Issue 19 - 08/19/19

предупреждение: богохульство

  • The Most Misread Poem in the World Is Really About the Lost Sequel to "Honey, I Shrunk the Kids" 
  • Interview With a Teacher
  • 8 Ways to Subtly Lean in Order to Assert Dominance During Video Conferences
  • You've Been Putting the Wrong Gems in Your Mouth - And That's a Good Thing
  • Sleepmasks Reviewed
  • Modern Santa Mythology
  • Plug: 13 Minutes to the Moon 
  • Office Chart

The Most Misread Poem in the World Is Really About the Lost Sequel to "Honey, I Shrunk the Kids"

Pewlitzer-level contributor Mach Spraining 

A young man hikes through the woods beneath cloudy Autumn skies, plainclothed, bearing a walking stick. He comes to a place where his path diverges into two trails, branching away from each other, isolated. He pauses, perhaps weary, but moreso intrigued; each path is laid before him, strewn with leaves, roofed by bending tree canopies, and as he gazes, visions of differing potential futures appear before him: the first, swimming in the ocean, falling in love, starting a family; the second, continuing on through the woods, hitchhiking, a car pulling to a stop with a smiling face inside. As the car pulls away, the screen fades and the logo for Ford Motor Company appears.

This commercial ran in New Zealand in 2008. By car commercial standards, it's fairly normal: some pseudo-inspiring scene appealing to the eye schlocks on and ends with a clean car. Why the hiking, though? Why the strange and vaguely unsettling visions of the future? There's one other piece to this emission-tested puzzle. For the duration of the scene, a wistful voiceover recites the following:

Two roads diverged in a yellow wood,

And sorry I could not travel both

And be one traveler, long I stood

And looked down one as far as I could

To where it bent in the undergrowth;

Then took the other, as just as fair,

And having perhaps the better claim,

Because it was grassy and wanted wear;

Though as for that the passing there

Had worn them really about the same,

And both that morning equally lay

In leaves no step had trodden black.

Oh, I kept the first for another day!

Yet knowing how way leads on to way,

I doubted if I should ever come back.

I shall be telling this with a sigh

Somewhere ages and ages hence:

Two roads diverged in a wood, and I-

I took the one less traveled by,

And that has made all the difference.

This, of course, is "The Road Not Taken" by Robert Frost. This is never announced or cited; it's expected that the audience understands this and makes the connection. Why is this a viable commercial strategy? Why would anyone expect an audience in New Zealand to be familiar with a certain poem, especially one from a different country, especially an audience for a car commercial (only idiots drive cars)? The answer, of course, is that this isn't just any old poem; it is perhaps the most ubiquitously recognized poem the world over. Except maybe in China. How am I supposed to know what those guys like?

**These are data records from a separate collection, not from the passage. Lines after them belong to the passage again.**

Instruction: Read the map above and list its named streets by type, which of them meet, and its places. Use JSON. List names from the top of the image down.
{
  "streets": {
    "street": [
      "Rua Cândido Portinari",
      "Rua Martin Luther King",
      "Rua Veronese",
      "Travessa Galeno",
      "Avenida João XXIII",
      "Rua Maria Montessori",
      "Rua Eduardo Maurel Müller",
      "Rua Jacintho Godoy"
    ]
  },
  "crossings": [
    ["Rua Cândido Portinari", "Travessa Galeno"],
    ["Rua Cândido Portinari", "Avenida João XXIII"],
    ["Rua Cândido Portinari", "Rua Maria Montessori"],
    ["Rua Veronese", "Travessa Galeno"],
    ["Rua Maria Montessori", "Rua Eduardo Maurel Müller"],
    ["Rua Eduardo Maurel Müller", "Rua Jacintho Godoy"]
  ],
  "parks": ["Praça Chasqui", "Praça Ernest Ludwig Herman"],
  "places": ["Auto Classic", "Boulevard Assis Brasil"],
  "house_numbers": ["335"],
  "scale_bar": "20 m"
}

This poem has been published in more poetry anthologies than any other, and google returns more results for "road less traveled" + "frost" than it does for "jesus" + "nascar" + "gay penguin couple attempt to hatch a rock." It's a poem that is read or at least taught about in every school and has been appropriated to make faux-deep commercials to hock dozens of crap products; its appearances span from sea to shining sea on the scale of academic to super-not academic. And of course it does: what a poignant reflection on how, in life, we must often break from the path of least resistance in order to experience all that there is to experience, and to discover what is best for ourselves, judging based on our own personal criteria and not that of society in general.

It's simple. Elegant. Beautiful. Sensual. I have it tattooed on my feet. Except - that isn't the message of the poem at all.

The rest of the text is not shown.